From the pictures and description in the Roach book we discovered we were sitting on a rock called The Box. To the west were Fi, Fo, Fum, and Dum, forming the third tier of north-south ridges of rock. Knowing our exact position helped, since the book described a scramble over the third tier just west of The Box.


Fi and Fo


Fum

Before attempting that scramble, however, we checked out the west-side sub-summit of The Box, where I knocked my noggin pretty hard on an overhanging rock blocked by my hat's visor. The scramble up this hunk of rock was described as class 3. Perhaps if I had rock shoes on I could agree with that assessment!

The scramble through the third tier was straightforward; it brought us to a steep hunk of rock that we suspected was the summit we were looking for, but we decided to explore around its backside to be sure. Around back we discovered it wasn't the summit; we also found a neat tabletop rock perched on two others, forming a tunnel. Then through the tunnel...


Dum's tunnel

... and atop the rock, which was a gigantic surface, perfect for laying in the sun. This rock was the summit block of Dum. Lunch.



Dinosaur Mountain's summit was just another few hundred feet west, and a pretty simple scramble. From the ground we couldn't tell which rock was the actual summit. Laurel found it first while I scrambled up a northern sub-summit.


Double-exposure of Laurel summiting Dinosaur Mountain


Dan summiting Dino Mtn

Incredible exposure to the west -- the summit looked down into the huge bowl below South Green Mountain that drains into Skunk Canyon.

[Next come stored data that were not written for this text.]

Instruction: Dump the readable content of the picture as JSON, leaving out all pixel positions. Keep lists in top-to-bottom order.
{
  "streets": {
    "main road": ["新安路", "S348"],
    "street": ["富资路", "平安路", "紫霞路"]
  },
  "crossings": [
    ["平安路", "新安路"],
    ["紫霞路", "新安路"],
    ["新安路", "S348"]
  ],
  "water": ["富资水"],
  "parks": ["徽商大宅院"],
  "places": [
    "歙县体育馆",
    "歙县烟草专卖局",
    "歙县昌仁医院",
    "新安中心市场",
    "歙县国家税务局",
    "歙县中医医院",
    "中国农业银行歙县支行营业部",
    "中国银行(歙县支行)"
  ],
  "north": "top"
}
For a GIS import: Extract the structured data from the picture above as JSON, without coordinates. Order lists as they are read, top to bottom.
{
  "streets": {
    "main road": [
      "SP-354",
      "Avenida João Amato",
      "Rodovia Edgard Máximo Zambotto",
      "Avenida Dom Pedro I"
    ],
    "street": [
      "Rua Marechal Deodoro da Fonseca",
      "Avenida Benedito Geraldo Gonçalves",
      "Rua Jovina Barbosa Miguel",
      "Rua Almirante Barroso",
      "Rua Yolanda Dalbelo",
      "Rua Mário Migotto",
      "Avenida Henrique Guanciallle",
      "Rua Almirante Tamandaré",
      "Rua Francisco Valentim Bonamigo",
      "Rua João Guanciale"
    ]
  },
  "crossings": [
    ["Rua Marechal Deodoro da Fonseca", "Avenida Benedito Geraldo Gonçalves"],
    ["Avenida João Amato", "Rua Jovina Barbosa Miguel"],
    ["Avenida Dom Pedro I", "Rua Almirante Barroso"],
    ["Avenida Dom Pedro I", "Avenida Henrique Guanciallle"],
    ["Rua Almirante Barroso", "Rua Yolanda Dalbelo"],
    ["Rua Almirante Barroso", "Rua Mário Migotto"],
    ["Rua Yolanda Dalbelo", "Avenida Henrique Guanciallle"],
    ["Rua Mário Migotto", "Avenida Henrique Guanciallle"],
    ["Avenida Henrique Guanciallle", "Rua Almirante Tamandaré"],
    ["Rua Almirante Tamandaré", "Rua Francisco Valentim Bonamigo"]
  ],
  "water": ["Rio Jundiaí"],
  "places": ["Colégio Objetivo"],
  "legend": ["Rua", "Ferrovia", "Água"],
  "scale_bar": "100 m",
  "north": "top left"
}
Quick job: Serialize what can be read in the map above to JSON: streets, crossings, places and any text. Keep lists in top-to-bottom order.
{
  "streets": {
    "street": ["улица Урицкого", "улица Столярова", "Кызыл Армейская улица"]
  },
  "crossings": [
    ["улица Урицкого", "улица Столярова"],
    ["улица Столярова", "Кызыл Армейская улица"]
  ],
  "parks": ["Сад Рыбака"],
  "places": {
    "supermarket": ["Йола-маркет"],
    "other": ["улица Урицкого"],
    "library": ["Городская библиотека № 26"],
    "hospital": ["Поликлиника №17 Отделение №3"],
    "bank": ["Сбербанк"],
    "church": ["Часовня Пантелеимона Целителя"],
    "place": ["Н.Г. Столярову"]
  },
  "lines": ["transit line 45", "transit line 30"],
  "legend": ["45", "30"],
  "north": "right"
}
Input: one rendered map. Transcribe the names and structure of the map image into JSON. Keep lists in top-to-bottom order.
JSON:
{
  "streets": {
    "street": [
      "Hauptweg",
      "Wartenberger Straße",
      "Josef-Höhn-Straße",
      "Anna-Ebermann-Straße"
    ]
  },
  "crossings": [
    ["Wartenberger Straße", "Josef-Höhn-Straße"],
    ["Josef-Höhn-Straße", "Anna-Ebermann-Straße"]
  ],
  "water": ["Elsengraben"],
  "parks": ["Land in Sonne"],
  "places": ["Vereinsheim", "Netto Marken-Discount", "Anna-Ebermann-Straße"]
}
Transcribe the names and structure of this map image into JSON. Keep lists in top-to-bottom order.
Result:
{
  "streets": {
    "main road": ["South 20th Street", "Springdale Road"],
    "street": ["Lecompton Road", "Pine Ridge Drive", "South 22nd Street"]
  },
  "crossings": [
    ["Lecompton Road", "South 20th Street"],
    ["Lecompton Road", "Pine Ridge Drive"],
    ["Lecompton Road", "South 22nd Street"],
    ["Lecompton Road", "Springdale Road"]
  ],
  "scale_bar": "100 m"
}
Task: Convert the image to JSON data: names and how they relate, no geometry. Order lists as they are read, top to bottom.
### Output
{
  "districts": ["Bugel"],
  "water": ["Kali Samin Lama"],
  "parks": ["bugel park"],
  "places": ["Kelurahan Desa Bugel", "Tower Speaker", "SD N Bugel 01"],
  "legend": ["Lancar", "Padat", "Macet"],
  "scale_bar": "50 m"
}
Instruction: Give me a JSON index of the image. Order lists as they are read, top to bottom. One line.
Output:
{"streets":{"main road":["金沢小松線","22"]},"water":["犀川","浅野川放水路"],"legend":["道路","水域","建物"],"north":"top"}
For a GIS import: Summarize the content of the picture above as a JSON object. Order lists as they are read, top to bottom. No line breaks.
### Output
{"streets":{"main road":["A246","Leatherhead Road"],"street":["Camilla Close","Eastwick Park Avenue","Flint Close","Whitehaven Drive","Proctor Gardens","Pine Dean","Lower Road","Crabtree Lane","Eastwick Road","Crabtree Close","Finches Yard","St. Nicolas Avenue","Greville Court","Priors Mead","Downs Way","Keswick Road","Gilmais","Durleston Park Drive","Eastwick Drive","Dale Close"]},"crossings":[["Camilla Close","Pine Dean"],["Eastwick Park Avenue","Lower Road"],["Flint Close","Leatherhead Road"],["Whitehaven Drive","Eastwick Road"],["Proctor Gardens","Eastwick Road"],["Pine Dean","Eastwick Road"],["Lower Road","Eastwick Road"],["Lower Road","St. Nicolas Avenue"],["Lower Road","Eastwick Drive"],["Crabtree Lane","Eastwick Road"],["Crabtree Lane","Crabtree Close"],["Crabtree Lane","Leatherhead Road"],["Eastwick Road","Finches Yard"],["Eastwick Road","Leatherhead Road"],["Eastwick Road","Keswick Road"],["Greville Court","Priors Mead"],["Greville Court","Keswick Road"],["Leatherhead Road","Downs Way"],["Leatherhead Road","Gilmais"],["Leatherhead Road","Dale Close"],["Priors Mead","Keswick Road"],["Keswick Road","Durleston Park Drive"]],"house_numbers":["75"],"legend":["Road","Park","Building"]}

After a short break in the shade we hiked down the Bowling Alley to a break in Dinosaur Mountain's summit ridge. Scrambling down the west side of the ridge brought us to a steep meadow that we followed all the way down to the Bear Creek trail. Along the way we found a few antlers and a praying mantis crawled around Laurel's pants.




We got back to NCAR 4.5 hours later, completing our 4.7 mile hike. Elevation gain was around 1700'.